The most efficient way for predictions(zero-shot classification) on huge dataset

I have a pretty large dataset dataset(2 milliom records), which consists of 2 columns:

  1. Text(up to 3-4 words, usually short)
  2. Labels for prediction(up to 3-4 words as well)

What I want to do is to apply pretrained Roberta model for zero-shot classification. Here is the way I did it:

#convert pandas to dataset:
dataset = Dataset.from_pandas(data)

#loading model:
model = AutoModelForSequenceClassification.from_pretrained('joeddav/xlm-roberta-large-xnli')
tokenizer = AutoTokenizer.from_pretrained('joeddav/xlm-roberta-large-xnli')

classifier = pipeline("zero-shot-classification", model= model,tokenizer = tokenizer ,framework = 'pt')
hypothesis_template = "Im Text geht es um {}"

#define prediction function and apply it to the dataset
def prediction(record,classifier):
    hypothesis_template = "Im Text geht es um {}"
    output = classifier(record['text'],record['label'],hypothesis_template=hypothesis_template)
    record['prediction'] = output['labels'][0]
    record['scores'] = output['scores'][0]
    return record x: prediction(x,classifier=classifier))

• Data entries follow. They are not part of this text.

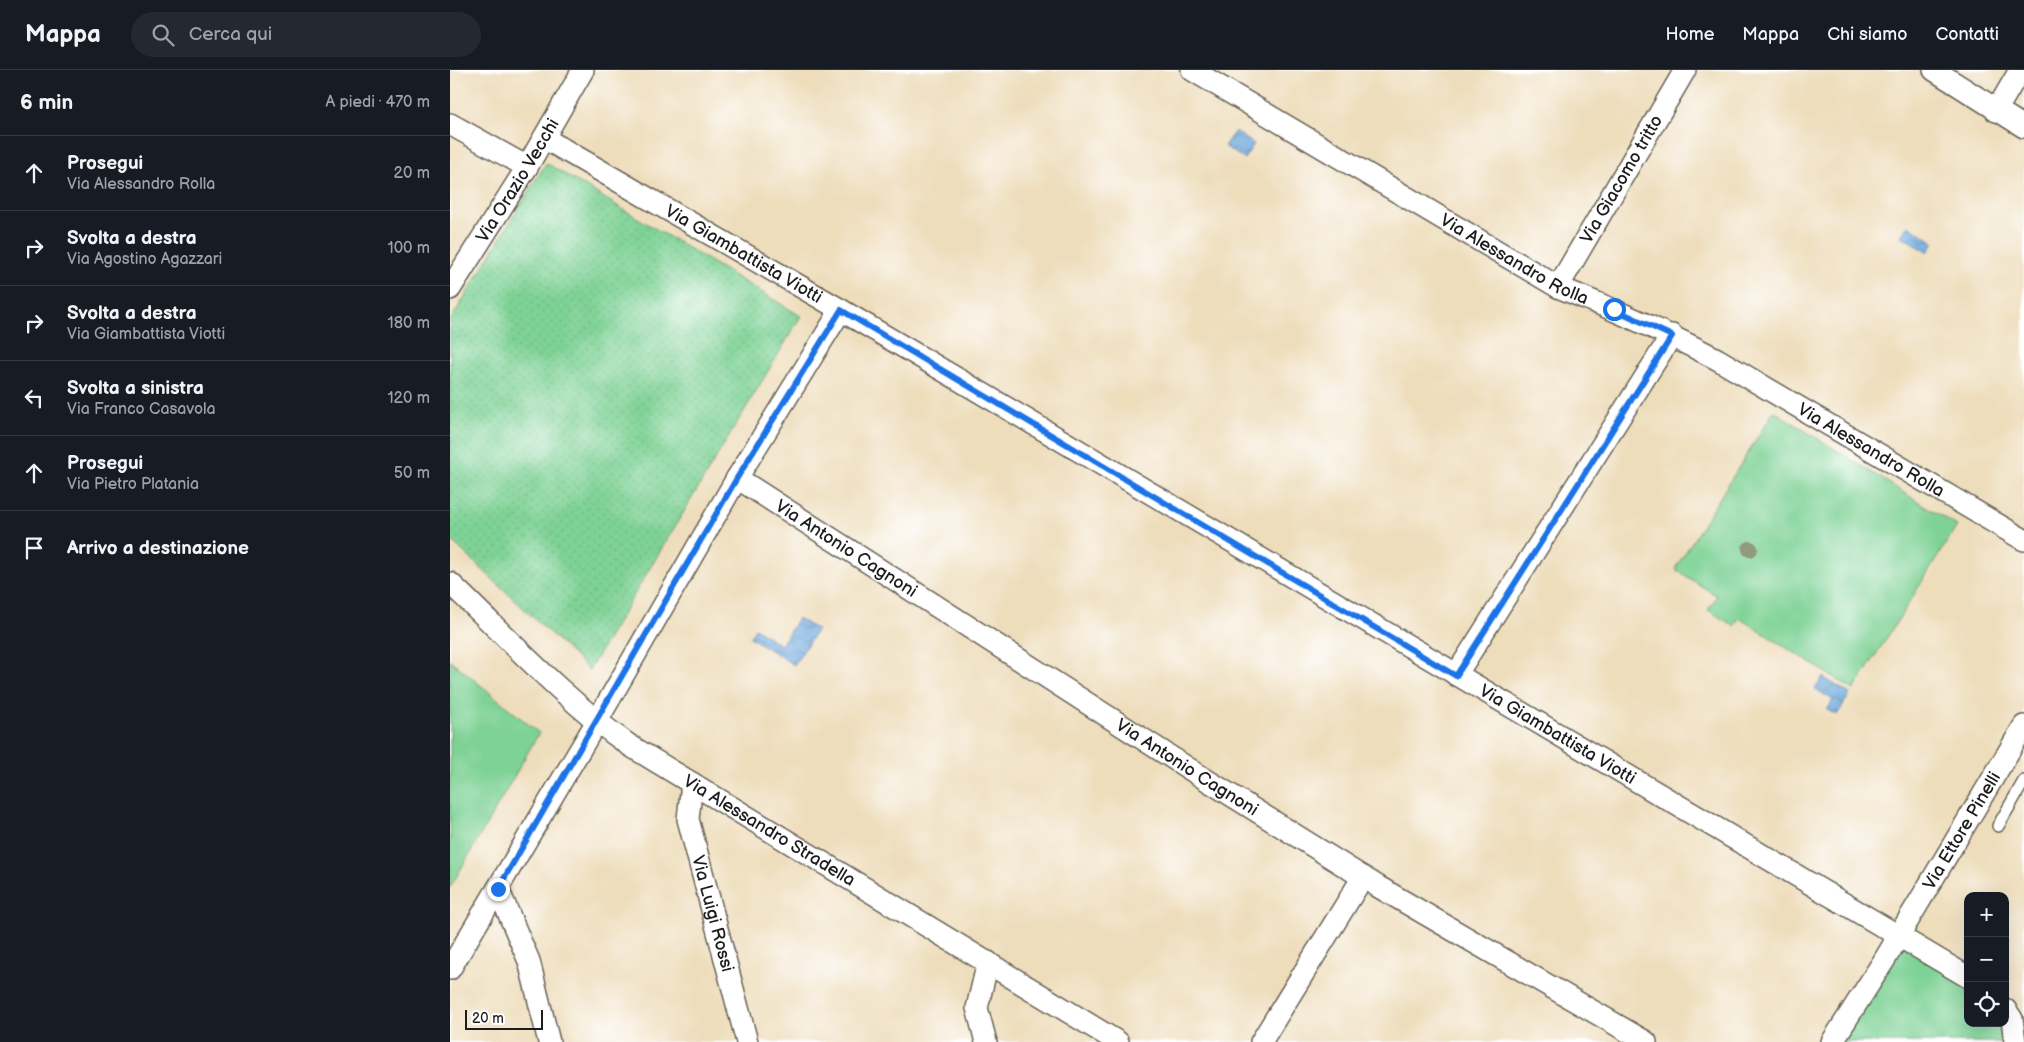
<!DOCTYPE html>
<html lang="it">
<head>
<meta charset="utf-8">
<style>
	body { margin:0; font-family:"Balsamiq Sans",sans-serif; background:#242831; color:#f1f3f6 }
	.controls { position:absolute; right:15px; bottom:15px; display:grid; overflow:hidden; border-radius:10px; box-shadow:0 5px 20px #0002 }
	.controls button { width:45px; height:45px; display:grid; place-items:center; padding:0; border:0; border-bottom:1px solid #363941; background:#171b24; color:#f1f3f6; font:25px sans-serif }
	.scale { position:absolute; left:15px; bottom:12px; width:78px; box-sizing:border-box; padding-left:5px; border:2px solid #1c1c1c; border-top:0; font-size:14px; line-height:18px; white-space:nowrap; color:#1c1c1c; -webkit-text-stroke:4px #fff; paint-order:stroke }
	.stop { position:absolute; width:15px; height:15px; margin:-11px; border:4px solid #1a73e8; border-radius:50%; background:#fff }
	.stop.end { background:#1a73e8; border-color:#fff; box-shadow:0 1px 5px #0008 }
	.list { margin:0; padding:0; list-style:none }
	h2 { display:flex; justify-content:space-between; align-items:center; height:65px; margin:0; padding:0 20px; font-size:21px }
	h2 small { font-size:16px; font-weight:400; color:#9ea1a6 }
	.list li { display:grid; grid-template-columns:32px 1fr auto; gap:15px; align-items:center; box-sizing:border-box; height:75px; padding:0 20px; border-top:1px solid #363941 }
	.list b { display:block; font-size:19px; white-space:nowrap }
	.list p { margin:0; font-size:16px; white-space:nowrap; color:#9ea1a6 }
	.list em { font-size:16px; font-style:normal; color:#9ea1a6 }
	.icon { flex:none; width:28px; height:28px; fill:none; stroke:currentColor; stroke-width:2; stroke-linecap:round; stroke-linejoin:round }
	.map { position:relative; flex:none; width:1574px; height:972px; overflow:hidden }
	header { display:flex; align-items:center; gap:30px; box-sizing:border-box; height:70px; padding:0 25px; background:#171b24; border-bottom:1px solid #363941 }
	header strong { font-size:24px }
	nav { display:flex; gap:28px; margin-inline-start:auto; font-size:18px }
	.search { width:350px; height:45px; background:#242831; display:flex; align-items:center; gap:12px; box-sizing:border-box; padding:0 18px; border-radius:28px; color:#9ea1a6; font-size:19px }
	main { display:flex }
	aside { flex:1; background:#171b24 }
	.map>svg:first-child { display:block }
	.green { fill:#7ed295; stroke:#4d7758 }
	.park { fill:url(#park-dots); stroke:#4d7758 }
	.water { fill:url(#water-waves); stroke:#44627c }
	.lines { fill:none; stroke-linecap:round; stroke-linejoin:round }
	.service-casing { stroke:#666054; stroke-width:14 }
	.minor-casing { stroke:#666054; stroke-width:24 }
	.service { stroke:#fff; stroke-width:11 }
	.minor { stroke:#fff; stroke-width:21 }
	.tree { fill:#909b7e }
	.route { stroke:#1a73e8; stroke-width:6 }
	.labels { text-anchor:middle; stroke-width:4; stroke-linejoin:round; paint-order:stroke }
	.street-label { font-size:18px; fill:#1c1c1c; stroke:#fff }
</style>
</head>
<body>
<header>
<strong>Mappa</strong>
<div class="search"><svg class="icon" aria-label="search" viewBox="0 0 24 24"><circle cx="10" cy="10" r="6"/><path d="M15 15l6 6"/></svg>Cerca qui</div>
<nav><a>Home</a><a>Mappa</a><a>Chi siamo</a><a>Contatti</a></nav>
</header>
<main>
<aside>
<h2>6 min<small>A piedi · 470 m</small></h2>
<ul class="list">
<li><svg class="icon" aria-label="ahead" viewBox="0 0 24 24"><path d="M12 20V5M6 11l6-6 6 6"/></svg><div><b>Prosegui</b><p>Via Alessandro Rolla</p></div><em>20 m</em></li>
<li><svg class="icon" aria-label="right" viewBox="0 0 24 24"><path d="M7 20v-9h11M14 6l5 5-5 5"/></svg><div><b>Svolta a destra</b><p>Via Agostino Agazzari</p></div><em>100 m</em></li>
<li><svg class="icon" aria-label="right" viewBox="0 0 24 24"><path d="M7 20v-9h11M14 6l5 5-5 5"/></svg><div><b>Svolta a destra</b><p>Via Giambattista Viotti</p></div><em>180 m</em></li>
<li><svg class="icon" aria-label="left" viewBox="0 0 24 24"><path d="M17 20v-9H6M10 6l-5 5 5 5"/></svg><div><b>Svolta a sinistra</b><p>Via Franco Casavola</p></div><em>120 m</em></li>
<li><svg class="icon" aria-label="ahead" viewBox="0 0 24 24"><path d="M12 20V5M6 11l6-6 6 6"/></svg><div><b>Prosegui</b><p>Via Pietro Platania</p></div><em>50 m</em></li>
<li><svg class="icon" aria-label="arrive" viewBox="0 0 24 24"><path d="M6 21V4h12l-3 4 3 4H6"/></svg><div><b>Arrivo a destinazione</b></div></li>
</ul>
</aside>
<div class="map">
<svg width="1574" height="972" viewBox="0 0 1574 972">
	<defs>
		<pattern id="park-dots" width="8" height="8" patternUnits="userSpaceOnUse" patternTransform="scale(1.25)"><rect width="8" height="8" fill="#7ed295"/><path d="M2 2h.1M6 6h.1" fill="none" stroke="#6cb480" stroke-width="1.8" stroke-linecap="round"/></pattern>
		<pattern id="water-waves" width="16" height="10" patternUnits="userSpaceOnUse" patternTransform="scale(1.25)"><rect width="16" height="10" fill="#6ba7dc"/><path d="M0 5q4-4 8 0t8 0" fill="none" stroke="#5787b2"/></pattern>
	</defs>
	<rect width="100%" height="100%" fill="#fff"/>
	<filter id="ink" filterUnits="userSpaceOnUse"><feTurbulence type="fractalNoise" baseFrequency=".02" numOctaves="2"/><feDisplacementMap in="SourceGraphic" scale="10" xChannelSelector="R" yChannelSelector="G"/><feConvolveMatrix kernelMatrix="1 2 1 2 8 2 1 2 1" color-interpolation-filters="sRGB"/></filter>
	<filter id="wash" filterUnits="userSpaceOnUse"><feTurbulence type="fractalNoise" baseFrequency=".0096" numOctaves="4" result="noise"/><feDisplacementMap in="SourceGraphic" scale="20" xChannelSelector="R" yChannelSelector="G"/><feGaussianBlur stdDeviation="1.12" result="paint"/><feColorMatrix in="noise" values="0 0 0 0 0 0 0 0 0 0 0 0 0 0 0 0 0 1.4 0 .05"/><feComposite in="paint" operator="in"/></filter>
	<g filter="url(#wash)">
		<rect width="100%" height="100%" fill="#edb"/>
		<!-- green -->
		<g class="green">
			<path d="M 1324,341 L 1507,456 L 1404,620 L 1289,548 L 1284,556 L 1258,540 L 1267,526 L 1225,499 Z"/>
			<path d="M 0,590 L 89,663 L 0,818 Z"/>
			<path d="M 1448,866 L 1518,907 L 1518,953 L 1555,953 L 1565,972 L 1381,972 Z"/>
		</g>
		<!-- park -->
		<path class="park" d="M 96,93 L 351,246 L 139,600 L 0,469 L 0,251 Z"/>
		<!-- water -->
		<g class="water">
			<path d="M 785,61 L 804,74 L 794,89 L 774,76 Z"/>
			<path d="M 1458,155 L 1484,172 L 1478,182 L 1451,166 Z"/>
			<path d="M 348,548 L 367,560 L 344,595 L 300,567 L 305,558 L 331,575 Z"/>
			<path d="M 1373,607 L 1400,624 L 1387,645 L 1377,640 L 1383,630 L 1365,619 Z"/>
		</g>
	</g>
	<g filter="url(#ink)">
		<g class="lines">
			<!-- service casing -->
			<g class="service-casing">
				<path id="service" d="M 1548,756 L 1574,711"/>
			</g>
			<!-- minor casing -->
			<g class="minor-casing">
				<g id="minor">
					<path id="s1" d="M 742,0 L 1108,217 C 1163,239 1215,262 1267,289 L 1574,470"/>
					<path d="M 1484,0 L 1574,57"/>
					<path d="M 1546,41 L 1570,0"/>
					<path d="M 0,54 L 77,97"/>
					<path id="s2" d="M 94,68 L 391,240 L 1518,907"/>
					<path id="s3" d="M 1108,217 L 1235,0"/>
					<path id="s4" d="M 0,219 L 77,97 L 133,0"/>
					<path id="s5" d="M 287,408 L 755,709 L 927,816 L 1196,972"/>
					<path id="s6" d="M 0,513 C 58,568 113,629 179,675 L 668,972"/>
					<path d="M 1006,605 L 1222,265"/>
					<path id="s7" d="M 242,713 L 238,749 L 297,972"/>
					<path d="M 48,819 L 79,891 L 99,972"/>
					<path d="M 0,899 L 147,651 L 287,408 L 391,240"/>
					<path d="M 1555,939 L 1562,949 L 1565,972"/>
					<path d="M 536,972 L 527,938 L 538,892"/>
					<path d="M 811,972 L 913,807"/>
					<path id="s8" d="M 1382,972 L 1435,889 L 1574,656"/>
				</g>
			</g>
			<!-- service -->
			<use href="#service" class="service"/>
			<!-- minor -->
			<use href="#minor" class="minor"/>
		</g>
		<!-- trees -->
		<circle class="tree" cx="1300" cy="479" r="8"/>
	</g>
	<g class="lines" filter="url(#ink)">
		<!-- route -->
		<path class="route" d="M 48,819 L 287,408 L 391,240 L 1006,606 L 1222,266 L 1164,239"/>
	</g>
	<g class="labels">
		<!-- street labels -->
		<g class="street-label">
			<text dy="6" stroke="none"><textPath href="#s3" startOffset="125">Via Giacomo tritto</textPath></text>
			<text dy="6" stroke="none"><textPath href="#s4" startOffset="128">Via Orazio Vecchi</textPath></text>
			<text dy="6" stroke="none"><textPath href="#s2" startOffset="231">Via Giambattista Viotti</textPath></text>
			<text dy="6" stroke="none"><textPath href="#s1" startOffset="374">Via Alessandro Rolla</textPath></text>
			<text dy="6" stroke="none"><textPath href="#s1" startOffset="779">Via Alessandro Rolla</textPath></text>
			<text dy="6" stroke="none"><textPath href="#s5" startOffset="130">Via Antonio Cagnoni</textPath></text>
			<text dy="6" stroke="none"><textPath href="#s2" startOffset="1176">Via Giambattista Viotti</textPath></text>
			<text dy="6" stroke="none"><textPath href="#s5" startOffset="535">Via Antonio Cagnoni</textPath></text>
			<text dy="6" stroke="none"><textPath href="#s6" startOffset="406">Via Alessandro Stradella</textPath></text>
			<text dy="6" stroke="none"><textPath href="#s8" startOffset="248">Via Ettore Pinelli</textPath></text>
			<text dy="6" stroke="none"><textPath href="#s7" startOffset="134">Via Luigi Rossi</textPath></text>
		</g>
	</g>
</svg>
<div class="controls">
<button>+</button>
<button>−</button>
<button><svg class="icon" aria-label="locate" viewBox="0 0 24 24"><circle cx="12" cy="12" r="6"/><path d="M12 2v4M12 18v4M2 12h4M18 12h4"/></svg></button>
</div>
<div class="scale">20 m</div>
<div class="stop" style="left:1164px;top:239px"></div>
<div class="stop end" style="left:48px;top:819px"></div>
</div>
</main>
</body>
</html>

But I am not sure if it’s the most efficient way for inference(unfortunately it process approximately 2-3 records per second, which is too slow). Official page (Pipelines) says, that I should avoid batching if I am using CPU. But still my questions are :

  1. Is pipeline wrapper pipeline fast enough or should stick to ‘lower level’(for example: native Pytorch)?
  2. Is inference though .map considered a good practice? If not, what should be used instead?
  3. Having relative short text(maximum 5-6 words) should batching be used instead of one record at a time?